But the weakness of rule by a king is that when they go wrong, they go really wrong and become tyrants. Therefore the most stable and also the most ‘just’ form of government is one which permits a balance of power between the different classes and so is ‘equally just to all ranks of society’ (II, 55). He thinks this has best been achieved by the Roman constitution with its balance between the powers of a king (vested for one year only in the role of the consuls), the moderating influence of the aristocracy (embodied by the wisdom and experience of the senate and a voting system heavily skewed towards the rich and ‘best’ in society) and the voice of the people (expressed in the office of tribune of the plebs and the voting power of the people’s assemblies).

Book two

Scipio/Cicero come to the bold conclusion that the best possible political constitution in the world is the one created by their Roman forebears and handed down to himself and his contemporaries, the inheritance of Rome, ‘the greatest State of all’!

This is as laughably self-centred as the great German philosopher Hegel pondering deeply and concluding that the best possible way to organise a society was…the constitution of the Prussian state of his day! Or the booming confidence of late Victorians that the British Empire with its constitutional monarchy was the best imaginable form of government.

He gives a deeply traditional and patriotic account of the founding of Rome by the wise and godlike Romulus and the cumulative constitutional innovations of the traditional and legendary seven kings of Rome, dwelling on each of them at some length and the great virtues of the Roman people:

The Roman people became strong, not by chance, but through their own good sense and their firm system of values… (II, 30)

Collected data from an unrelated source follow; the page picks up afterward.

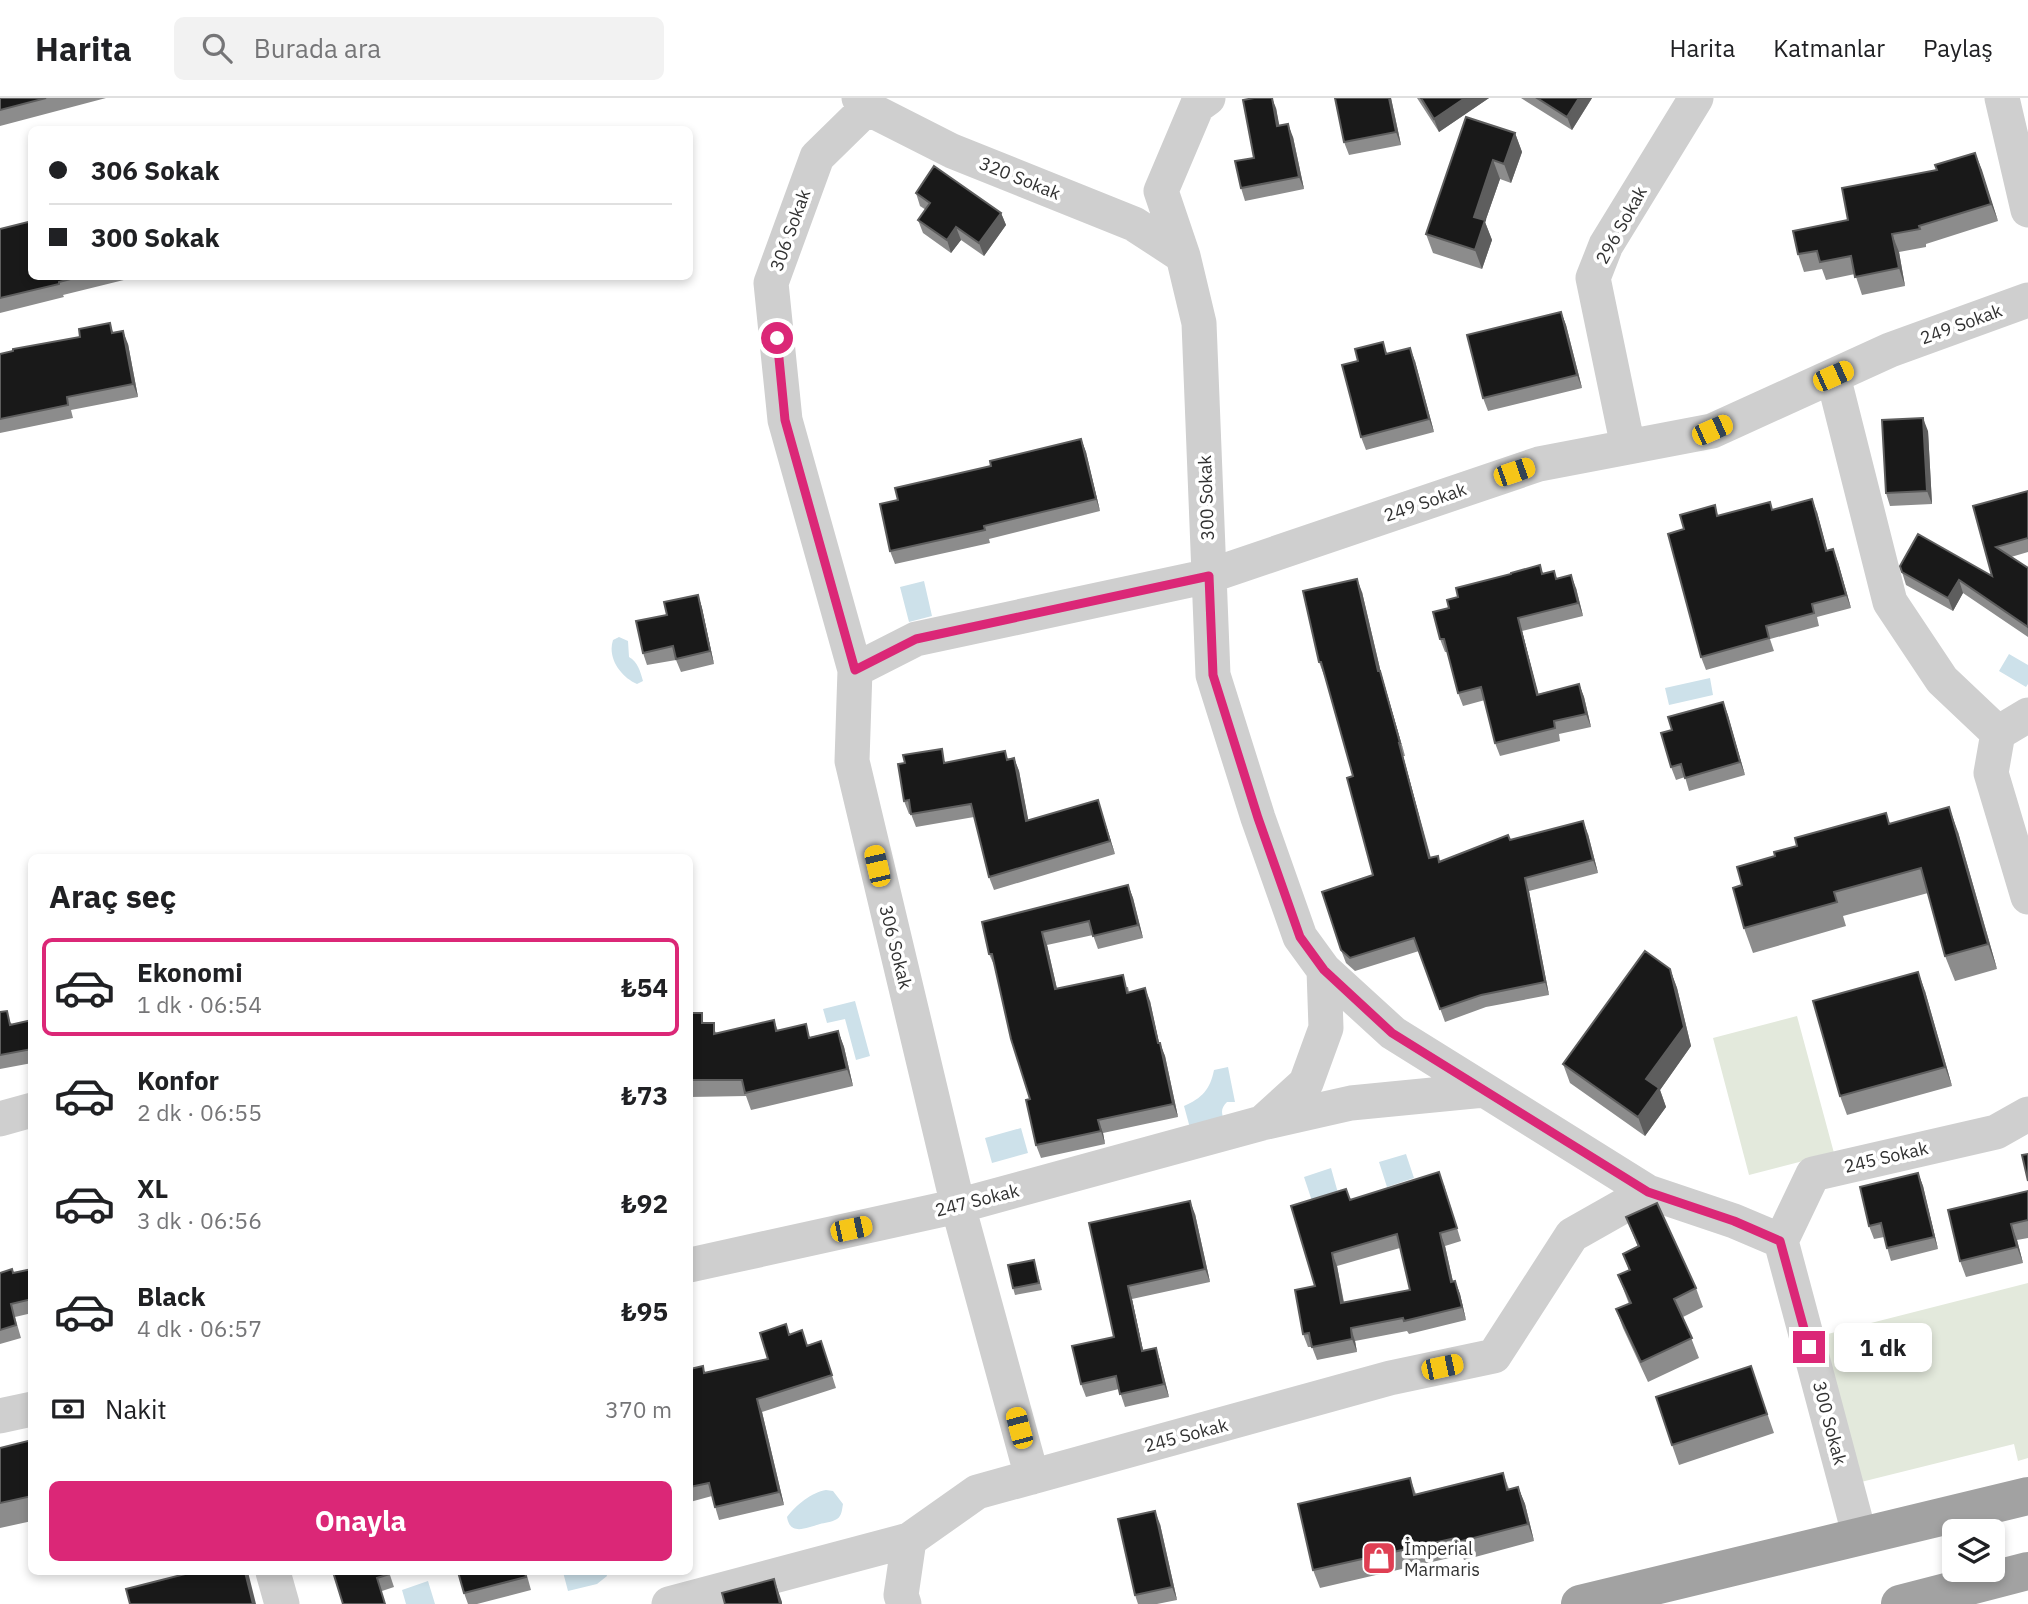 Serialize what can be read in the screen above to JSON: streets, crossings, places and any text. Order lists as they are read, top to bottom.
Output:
{
  "streets": {
    "street": [
      "320 Sokak",
      "296 Sokak",
      "306 Sokak",
      "249 Sokak",
      "300 Sokak",
      "245 Sokak",
      "247 Sokak"
    ]
  },
  "crossings": [
    ["320 Sokak", "306 Sokak"],
    ["320 Sokak", "300 Sokak"],
    ["296 Sokak", "249 Sokak"],
    ["306 Sokak", "249 Sokak"],
    ["306 Sokak", "245 Sokak"],
    ["306 Sokak", "247 Sokak"],
    ["249 Sokak", "300 Sokak"],
    ["300 Sokak", "245 Sokak"],
    ["300 Sokak", "247 Sokak"]
  ],
  "places": {
    "shop": ["İmperial Marmaris"]
  },
  "page": {
    "header": "Harita",
    "search": "Burada ara",
    "nav": ["Harita", "Katmanlar", "Paylaş"],
    "banner": ["306 Sokak", "300 Sokak"],
    "heading": "Araç seç",
    "list": [
      {
        "name": "Ekonomi",
        "note": "1 dk · 06:54",
        "value": "₺54"
      },
      {
        "name": "Konfor",
        "note": "2 dk · 06:55",
        "value": "₺73"
      },
      {
        "name": "XL",
        "note": "3 dk · 06:56",
        "value": "₺92"
      },
      {
        "name": "Black",
        "note": "4 dk · 06:57",
        "value": "₺95"
      }
    ],
    "bubble": "1 dk",
    "pay": ["Nakit", "370 m"],
    "buttons": "Onayla"
  }
} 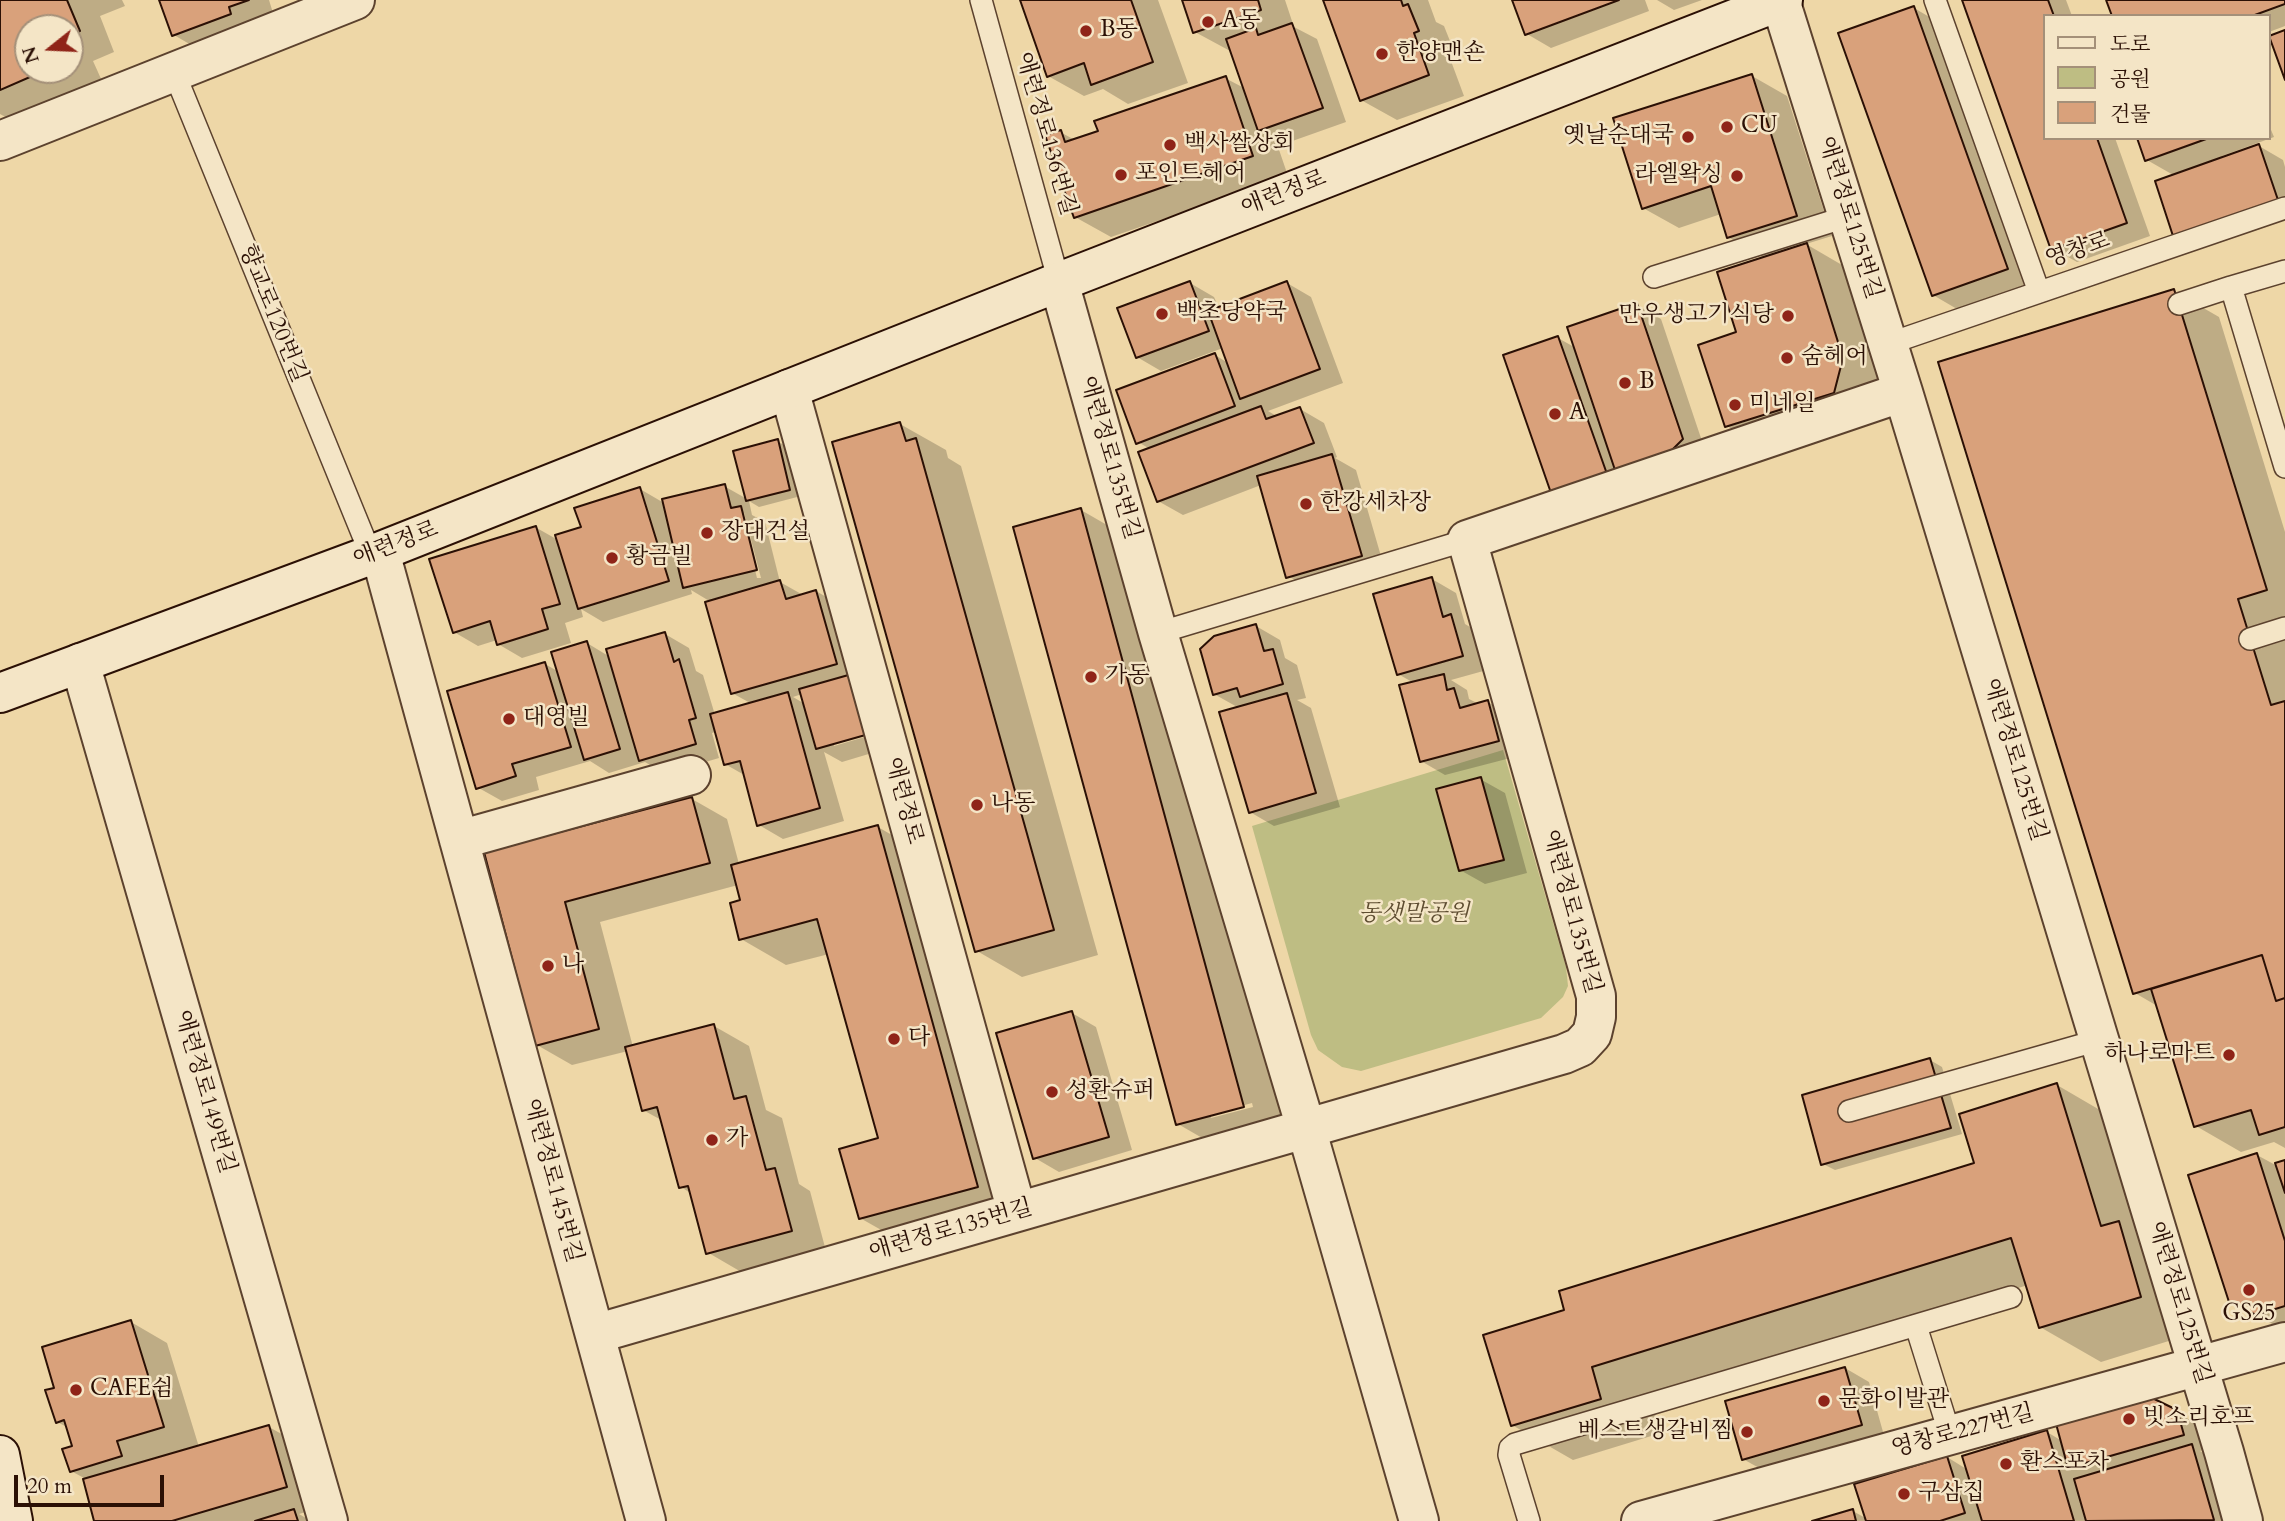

The underlying point of book two is that the Roman constitution wasn’t created by one wise lawgiver (cf Lycurgus of Sparta or Solon of Athens) but developed and evolved over a long period, with successive rules adding processes, creating the complex voting procedures, organising the population into tribes but also, for voting purposes, into centuries, and setting up assemblies where they could debate. What struck me is how close this is to the justification of English traditionalists for the English constitution, which is nowhere written down but amounts to a tangle of precedents and traditions.

This is sort of interesting but it is history not philosophy or political theory, history with occasional comments. The notes to the Oxford University Press translation point out where Scipio differs from the more comprehensive account given by Titus Livius (Livy) in his history of Rome written 10 or 15 years later, which is indicative of the way the account of sort of interesting but mainly of academic interest.

At the same time as the thinking is fairly simplistic there’s also something hyperbolical and exaggerated about Scipio’s diction:

As soon as this king turned to a mastery less just than before, he instantly became a tyrant, and no creature more vile or horrible than a tyrant, or more hateful to gods and men, can be imagined ; for, though he bears a human form, yet he surpasses the most monstrous of the wild beasts in the cruelty of his nature. (II, 49)

The underlying thought is as simple minded as a fairy story, but the language has the vehemence of a rabble-rousing political speech. Either way, it often has neither the depth or sober objective language you might expect from ‘philosophy’.

In section 54 Scipio makes explicit why he is reviewing early Roman constitutional history in such detail: it is to point to examples of the wise men who created new and useful innovations. Publius Valerius emerges as a notable example, the man who demonstrated his wisdom by: moving house from the top of the Velian Hill where the kings had lived; passing a law forbidding a Roman citizen from being flogged or put to death without appeal; had a colleague elected as co-ruler, to be called consuls, and decided that they would rule on alternate months and be guarded by lictors only for that month.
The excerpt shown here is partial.